Geschmackswandel - Eine Gabe Fortunas

  • Fast hätte ich den Titel mit "Gottesgabe" übertitelt, aber das schickt sich nicht für einen - zumindest temporären - Agnostiker - so glaub ich zumindest.


    Wovon ist hier eigentlöich die Rede ?


    Ganz einfach.
    EIGENTLICH müsste man - würde man seinem Geschmack folgen, nach ein oder zwei Jahrzehntesn des Klassikhörens derselben überdrüssig sein, man hätte alles gehört, was einen begeistert.
    Zudem lägen hunderte ungeliebte Tonträger, seien sie nun Langspielplatten (heute Vinyl genannt, als man sie noch hörte sagte das kein Mensch, der Begriff war gänzlich unbekannt) oder CDs oder wasweißich sonst noch - in den Regalen herum und man bereute ihren Kauf.


    Mag sein, daß das bei vielen Klassikfreunden so ist, bei mir jedenfalls nicht. Ich habe zu diesem Thema ein geflügeltes Wort geprägt (VORSICHT COPYRIGHT !!) und das heisst:
    "Alle mein sogenannten "Fehlkäufe" haben sin im nachhinein als "eise Voraussicht" entpuppt."

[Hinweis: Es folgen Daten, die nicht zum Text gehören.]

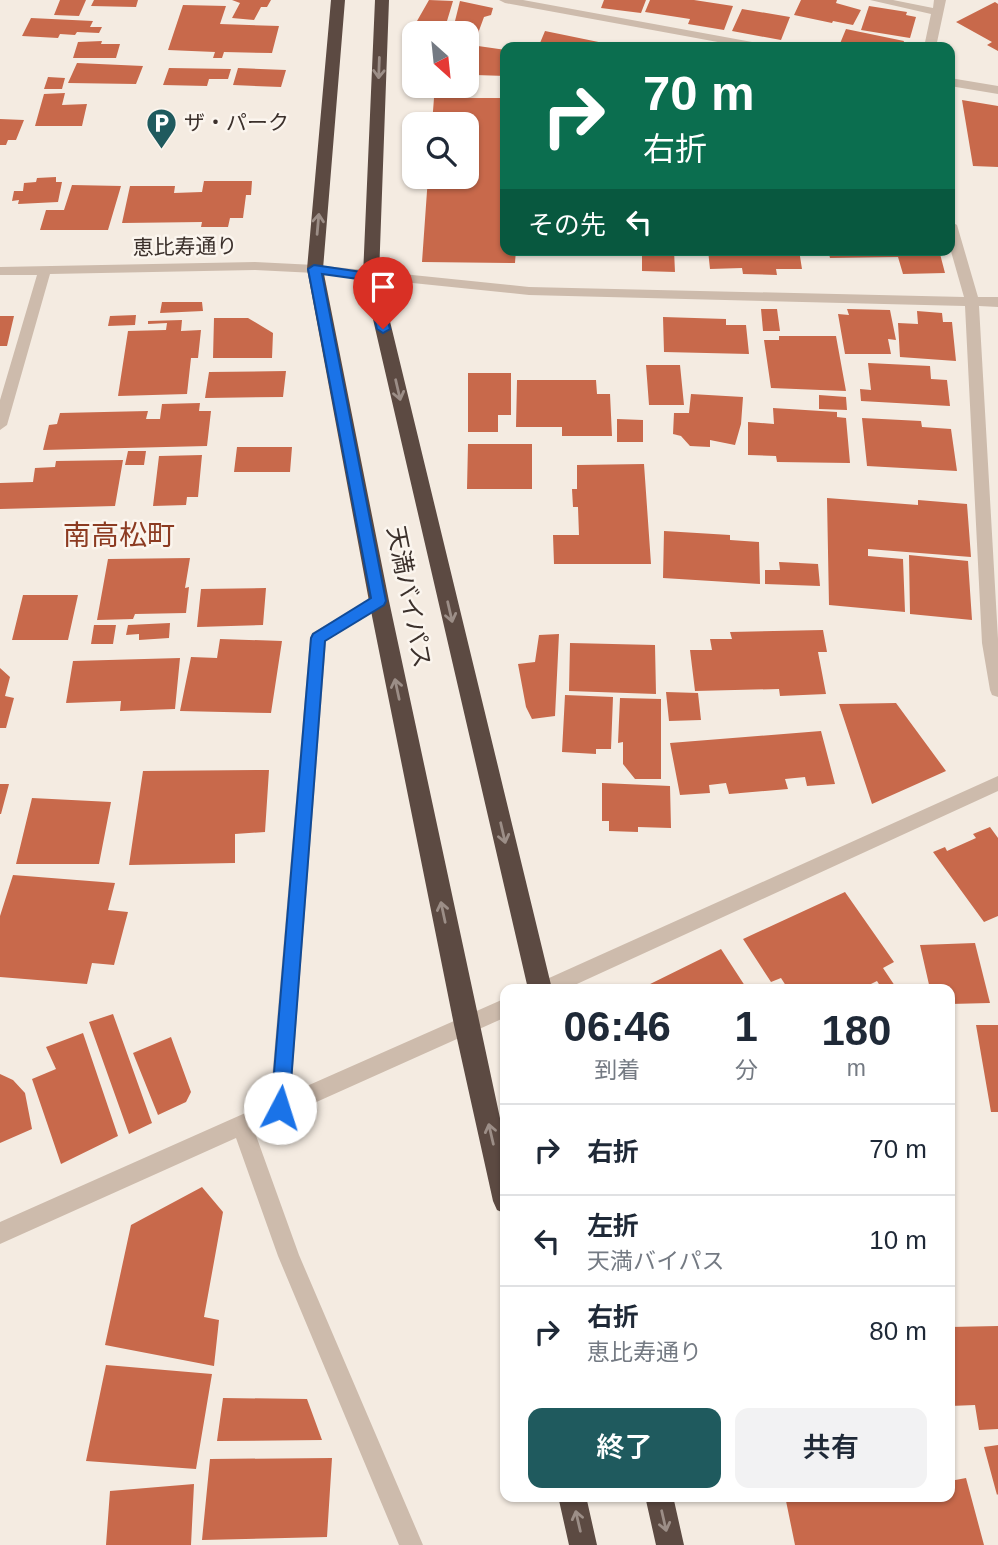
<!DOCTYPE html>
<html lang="ja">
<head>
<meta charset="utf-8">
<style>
  body { margin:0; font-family:Helvetica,"Noto Sans JP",sans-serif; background:#f2f2f3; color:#1f2937; height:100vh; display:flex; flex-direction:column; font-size:26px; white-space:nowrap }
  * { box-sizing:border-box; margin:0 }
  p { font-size:23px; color:#747a83 }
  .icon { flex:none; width:38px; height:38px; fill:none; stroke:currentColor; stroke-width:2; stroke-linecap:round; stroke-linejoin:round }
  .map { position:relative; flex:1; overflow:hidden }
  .side { position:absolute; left:500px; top:984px; width:455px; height:518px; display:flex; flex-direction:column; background:#fff; border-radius:14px; box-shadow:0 2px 5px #0004 }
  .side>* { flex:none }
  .hud { position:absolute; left:500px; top:42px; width:455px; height:214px; border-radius:14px; box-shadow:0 2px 5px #0004; background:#0b6e4f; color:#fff; overflow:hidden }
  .needle { width:46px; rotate:153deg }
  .tools { position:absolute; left:402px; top:21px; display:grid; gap:14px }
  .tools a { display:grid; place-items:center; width:77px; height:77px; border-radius:14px; background:#fff; box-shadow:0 2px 5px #0004; font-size:35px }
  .pin { position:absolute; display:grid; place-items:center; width:60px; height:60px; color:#fff; margin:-72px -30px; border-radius:50% 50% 50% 0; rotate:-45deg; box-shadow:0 0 7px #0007 }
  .pin .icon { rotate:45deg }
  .me { position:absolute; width:77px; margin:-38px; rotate:5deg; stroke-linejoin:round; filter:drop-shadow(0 0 5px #0008) }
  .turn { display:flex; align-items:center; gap:24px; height:147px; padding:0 28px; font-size:32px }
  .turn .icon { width:91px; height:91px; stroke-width:2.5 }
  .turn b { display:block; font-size:49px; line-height:60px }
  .then { display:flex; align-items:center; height:66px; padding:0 28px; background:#0003; gap:14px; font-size:26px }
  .eta { display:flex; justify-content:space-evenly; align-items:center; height:119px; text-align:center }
  .eta b { font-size:42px; font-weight:600; line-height:49px }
  .cta { display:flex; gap:14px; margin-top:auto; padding:14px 28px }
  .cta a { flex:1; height:80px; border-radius:14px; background:#1f5a5e; color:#fff; font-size:28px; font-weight:600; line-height:80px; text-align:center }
  .cta a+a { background:#f2f2f3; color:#1f2937 }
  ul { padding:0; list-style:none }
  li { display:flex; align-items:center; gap:21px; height:91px; padding:0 28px; border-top:2px solid #e0e1e3 }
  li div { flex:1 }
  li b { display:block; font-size:26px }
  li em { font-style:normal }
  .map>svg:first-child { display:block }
  .building { fill:#c8694b }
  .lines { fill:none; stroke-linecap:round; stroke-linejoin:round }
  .minor { fill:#cdbbac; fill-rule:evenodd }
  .highway { fill:#5c4a42; fill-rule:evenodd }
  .oneway { stroke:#9c8e87 }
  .route { fill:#1a73e8; stroke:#114b97; stroke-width:2 }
  .labels { text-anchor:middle; stroke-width:5; stroke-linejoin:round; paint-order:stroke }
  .far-poi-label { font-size:21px; fill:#3b302b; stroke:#fbf5ee; text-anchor:start }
  .far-street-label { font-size:21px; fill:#3b302b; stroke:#fbf5ee }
  .street-label { font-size:24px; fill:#3b302b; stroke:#fbf5ee }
  .quarter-label { font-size:28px; fill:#8c3b22; stroke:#fbf5ee }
</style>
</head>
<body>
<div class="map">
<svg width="998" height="1545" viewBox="0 0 998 1545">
  <rect width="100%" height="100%" fill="#f4ebe1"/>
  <path class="building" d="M60,0H86L79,16L54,15Z
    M94,0H138L136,7L91,6Z
    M232,0H271L267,7H261L254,20L232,18L240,3Z
    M429,0L453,1L444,31L413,28Z
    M604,0H646L641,13L601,8Z
    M650,0H694L733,6L724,30L688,24L690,19L645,12Z
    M801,0H837L836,3L861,10L853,25L833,21L832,23L794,15Z
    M460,1L493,8L491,15L484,17L473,47H467V33H452Z
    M995,2L998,4V51L987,45L992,42L956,22Z
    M183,5L226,6L220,24L279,26L272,53L224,52L222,58H213L215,52L168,50Z
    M869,6L907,12L906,15L916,17L910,38L861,30Z
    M742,9L790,17L781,40L732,31Z
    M31,18L93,21L90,27H102L99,33L77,32L75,35L60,34L58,38L22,36Z
    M846,29L904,41L902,47L839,46Z
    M545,31L618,46V47H547L540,43Z
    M102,41L101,44H120L116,58H73L78,42Z
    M478,46L506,50V76L475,75Z
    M77,63L143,66L136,84L68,83Z
    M169,68L231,69L228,79H209L207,86L163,85Z
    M238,68L286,70L281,87L233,85Z
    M48,77L65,78L62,89H44Z
    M65,93L62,105L87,104L82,126H35L44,94Z
    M434,98H506V250H516L515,263L422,262L428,177H467V124H432Z
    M962,100L998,106V167L973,166Z
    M0,119L24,120L16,140H8L6,145H0Z
    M56,177V182H62L58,202L18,204L19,200L12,201L14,191H23L24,183L36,182L37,178Z
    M204,181H252L251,195H246L243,218H230L228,227H201L202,222L122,223L130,186H175L174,193L202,192Z
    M72,185L121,186L108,230H40L46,210H64Z
    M642,250H674L675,272L642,271Z
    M708,250H799L802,269H776L777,275L743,274L742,268L710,269Z
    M828,250H939L945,273L903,274L898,257L830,258Z
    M162,302H202L203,311L160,313Z
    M761,309H777L780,331H763Z
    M847,309L890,310L896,340L888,339L891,354H845L838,314L849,315Z
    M917,311L942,313L943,322H952L956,361L900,357L898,323L918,324Z
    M136,315L135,325L108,326L110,316Z
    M0,316H14L7,346H0Z
    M663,317L726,319V325H746L749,354L664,352Z
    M214,318H248L273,333L272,358H213Z
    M182,320L181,331L201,330L198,358H191L187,394L118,396L128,331L166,330L167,323L148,324V321Z
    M779,336H836L846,391L771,388L764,340H779Z
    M868,363L930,366L931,379L947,380L950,406L861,401L860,389L871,390Z
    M646,365H680L684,405H649Z
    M286,371L283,397L205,398L209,372Z
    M468,373H511V415H498V432H468Z
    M517,380H596L597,394H610L612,436H562V427H516Z
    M691,394L743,397L741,424L735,445L710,440V447L690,446L681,436L673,434L674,413H689Z
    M819,395L846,397L847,410L819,409Z
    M200,403L199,411H211L207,446L43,450L49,425L57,424L60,413L148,411L146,419H160L162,404Z
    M773,408L837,412V417L846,418L850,463L777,462L776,456L748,455V422L774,424Z
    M862,418L921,421L922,427L951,429L957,471L867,466Z
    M617,419L643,420V442H617Z
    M468,444H532V489H467Z
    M237,447H292L290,472H234Z
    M128,451H146L144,465H125Z
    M202,455L198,497H187L186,505L153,506L159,456Z
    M123,460L115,506L0,509V483L33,482L35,468L55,467L56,461Z
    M644,464L651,564H554L553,535H579L578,507H573L572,489H577V465Z
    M827,498L918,505V500L967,504L971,557L868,549V556L903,559L905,612L829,605Z
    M664,531L730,535V540L759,542L760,584L663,578Z
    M909,555L968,561L972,620L910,614Z
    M190,558L185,588L189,587L186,613L135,614L133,619L97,620L108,559Z
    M779,562L818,564L820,586L765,584V570H780Z
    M266,588L263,625L197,627L201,589Z
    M23,595H78L68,640H12Z
    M170,623L169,638L139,640V634L126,635L128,625Z
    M94,625H116L113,644H91Z
    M823,630L827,652H818L826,694L780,696L779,689L695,691L690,650H712L710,639H732L730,632Z
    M559,634L555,716L532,719L526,707L518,664L535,662L539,635Z
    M220,639L282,641L271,713L180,711L191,657L217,658Z
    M570,643L655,645L656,694L569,691Z
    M180,658L175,709L120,711L121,701L66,703L73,661Z
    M0,668L10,677L5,696L14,698L6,728H0Z
    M666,692L698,693L701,720L669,721Z
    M565,695L613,697L611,749H596V754L562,752Z
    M620,698L661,699V779H635L623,764V742L618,743Z
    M896,703L946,771L872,804L839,704Z
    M821,731L835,784L807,786L805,777L785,779L788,789L729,794L726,783L709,785L710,793L680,795L670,743Z
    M269,770L265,832L235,834V863L129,865L143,771Z
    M602,783L670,786L671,828L638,827V832L609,831V821H602Z
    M0,784H9L1,814H0Z
    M32,798L111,802L99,864H16Z
    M990,827L998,838V916L984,922L933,852L945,847L947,851L976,838L973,834Z
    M13,875L115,883L108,910L128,912L114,965L92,963L87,984L0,977V916Z
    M845,892L894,962L883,968L897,989H882L877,981L861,989H788L781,978L771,982L743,939Z
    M975,943L990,1003L950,1004V989H930L920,945Z
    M721,949L747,989H640Z
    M113,1014L152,1123L129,1134L89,1022Z
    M976,1025H998V1112H991Z
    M83,1033L118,1136L61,1164L32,1079L56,1069L46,1047Z
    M171,1037L191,1092L186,1102L158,1115L133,1053Z
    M0,1074L13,1080L25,1093L32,1129L0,1143Z
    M202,1187L223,1212L204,1317L219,1320L214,1366L105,1345L131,1225Z
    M998,1326V1429L979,1430L975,1405L950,1406V1327Z
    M106,1365L212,1374L196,1469L86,1461Z
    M223,1398L307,1399L322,1440L217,1441Z
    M998,1445V1494L997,1495L984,1447Z
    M332,1458L327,1537L202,1540L210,1459Z
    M966,1478L984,1545H795L785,1496H950V1481Z
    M194,1484L191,1545H106L110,1491Z"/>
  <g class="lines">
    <path class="minor" d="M499,0H523L763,44L769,47H745L505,3Z
      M870,0H893L933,8L934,0H946L936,47H924L931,14Z
      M950,78L998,86V94L950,86Z
      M950,221L957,225L978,297H998V307L979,306L998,639V697L992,695L990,690L982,643L965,306L529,295L315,273L255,270L50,274L7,425L0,430V400L37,275H0V267L255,262L315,265L529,287L964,297L950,248Z
      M379,595L387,601L385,605L326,641L291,1093L506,998V1017L254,1130L299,1255L423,1545H399L278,1256L236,1138L0,1244V1222L270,1102L310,638L312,633Z
      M998,776V791L566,989H535L538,983Z"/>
    <path class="highway" d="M331,0H345L323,269L389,601L506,1146V1214L497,1210L493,1201L454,1025L369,601L307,269Z
      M375,0H389L379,276L552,989H528L363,276Z
      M558,1496H586L597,1545H569Z
      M645,1496H673L684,1545H656Z"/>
  </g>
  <defs><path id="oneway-shaft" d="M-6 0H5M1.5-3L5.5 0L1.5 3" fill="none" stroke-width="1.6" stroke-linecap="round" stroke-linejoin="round" transform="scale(1.75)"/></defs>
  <g class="oneway">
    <use href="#oneway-shaft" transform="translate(379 68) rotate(92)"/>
    <use href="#oneway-shaft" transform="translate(318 224) rotate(-85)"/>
    <use href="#oneway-shaft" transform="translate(398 390) rotate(77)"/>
    <use href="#oneway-shaft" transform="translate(450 612) rotate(77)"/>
    <use href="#oneway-shaft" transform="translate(397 689) rotate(-102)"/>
    <use href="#oneway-shaft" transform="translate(503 833) rotate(77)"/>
    <use href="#oneway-shaft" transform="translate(443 912) rotate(-102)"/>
    <use href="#oneway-shaft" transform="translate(491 1134) rotate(-103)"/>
    <use href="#oneway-shaft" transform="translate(578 1521) rotate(-103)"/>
    <use href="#oneway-shaft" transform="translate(664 1521) rotate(77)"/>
  </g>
  <path class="route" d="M314,265L375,274L390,329L383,333L377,329L365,280L322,274L386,601L384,605L325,641L289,1108L287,1114L280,1117L273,1114L271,1108L311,638L313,634L371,598L308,269Z"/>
  <defs>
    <symbol id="parking-pin" viewBox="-11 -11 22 30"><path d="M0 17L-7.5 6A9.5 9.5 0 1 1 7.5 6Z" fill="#1f5a5e" stroke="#fbf5ee"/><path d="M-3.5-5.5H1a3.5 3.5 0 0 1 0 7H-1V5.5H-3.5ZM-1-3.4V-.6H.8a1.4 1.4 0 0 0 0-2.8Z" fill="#fff"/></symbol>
  </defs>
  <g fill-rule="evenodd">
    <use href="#parking-pin" x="144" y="106" width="35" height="47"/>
  </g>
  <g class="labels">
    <g class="far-poi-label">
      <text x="184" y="130">ザ・パーク</text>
    </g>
    <g class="far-street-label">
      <text transform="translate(185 247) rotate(-1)" y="7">恵比寿通り</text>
    </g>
    <g class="street-label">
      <text transform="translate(409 597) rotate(79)" y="8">天満バイパス</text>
    </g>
    <g class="quarter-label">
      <text x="119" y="545">南高松町</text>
    </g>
  </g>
</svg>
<div class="tools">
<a><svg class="needle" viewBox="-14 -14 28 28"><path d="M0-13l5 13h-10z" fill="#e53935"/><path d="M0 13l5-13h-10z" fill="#747a83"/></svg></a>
<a><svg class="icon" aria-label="search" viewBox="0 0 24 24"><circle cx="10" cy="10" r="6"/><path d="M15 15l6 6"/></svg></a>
</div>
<div class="pin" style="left:383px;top:329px;background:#d93025"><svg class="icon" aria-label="arrive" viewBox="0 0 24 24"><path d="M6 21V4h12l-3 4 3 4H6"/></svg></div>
<svg class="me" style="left:280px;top:1108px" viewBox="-20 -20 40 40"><circle r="19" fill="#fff"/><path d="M0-13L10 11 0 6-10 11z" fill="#1a73e8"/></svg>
<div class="hud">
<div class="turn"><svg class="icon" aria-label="right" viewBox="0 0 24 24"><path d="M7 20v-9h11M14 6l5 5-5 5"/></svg><div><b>70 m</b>右折</div></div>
<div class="then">その先<svg class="icon" aria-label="left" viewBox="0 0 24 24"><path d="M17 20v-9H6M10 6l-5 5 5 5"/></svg></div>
</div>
<section class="side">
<div class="eta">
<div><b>06:46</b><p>到着</p></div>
<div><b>1</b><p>分</p></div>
<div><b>180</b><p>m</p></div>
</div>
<ul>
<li><svg class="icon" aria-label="right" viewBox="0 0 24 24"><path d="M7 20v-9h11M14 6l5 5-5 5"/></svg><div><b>右折</b></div><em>70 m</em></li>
<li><svg class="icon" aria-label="left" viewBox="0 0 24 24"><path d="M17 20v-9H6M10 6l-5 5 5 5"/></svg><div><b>左折</b><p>天満バイパス</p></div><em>10 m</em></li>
<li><svg class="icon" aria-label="right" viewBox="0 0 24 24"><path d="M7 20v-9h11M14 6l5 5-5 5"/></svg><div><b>右折</b><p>恵比寿通り</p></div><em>80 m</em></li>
</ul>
<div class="cta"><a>終了</a><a>共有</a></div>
</section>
</div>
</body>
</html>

    Und was sich hier so banal liest stimmt zumindest (bei mir) als Kernaussage. Etliche CDS habe ich seit ich sie gekauft - und (bei mir obligat) zumindest einmal gehört habe - nie wieder in die Hang genommen. Sie haben mir einfach nicht gefallen.
    Zwanzig Jahre später -verde ich durch einen Zufall (meist namens Tamino) auf die Aufnahme aufmerksam - ich lege sie in den Player - und bin hingerissen. Das passiert natürlich nicht immer, aber relativ oft.


    Die Hörgewohnheiten haben sich geändert. Seltener aber doch kommt es vor, daß eine Aufnahme die einst mein ein und alles war, mich aus zeitlicher Distanz nur mehr mäßig zu begeistern vermag. Glücklicherweise ist das jedoch selten und zudem nur schwach ausgeprägt, sollheissen, die Aufnahme gefällt mir meist noch immer - aber eben nicht mehr in dem Maße wie einst.....


    Habt Ihr ähnliche Erfahrungen ?
    Könnt ihr meine Aussage bestätigen ?
    Oder hattet Ihr nie die Chance das auszuprobieren, weil die ungeliebten Einspielungen längst auf dem Sperrmüll oder bei ebay gelandet sind ? :D


    mfg aus Wien


    Alfred

    Wenn ich schon als Vorbild nicht tauge - lasst mich wenigstens ein schlechtes Beispiel sein !



  • Ein klares Jein zum Geschmackswandel -


    Tamino hat mir viele Impulse gegeben, Pärt hätte ich ohne Tamino nicht entdeckt, die unglaubliche Schönheit so etlicher Chormusik oder vieler Kompositionen für Gitarre ebenfalls nicht.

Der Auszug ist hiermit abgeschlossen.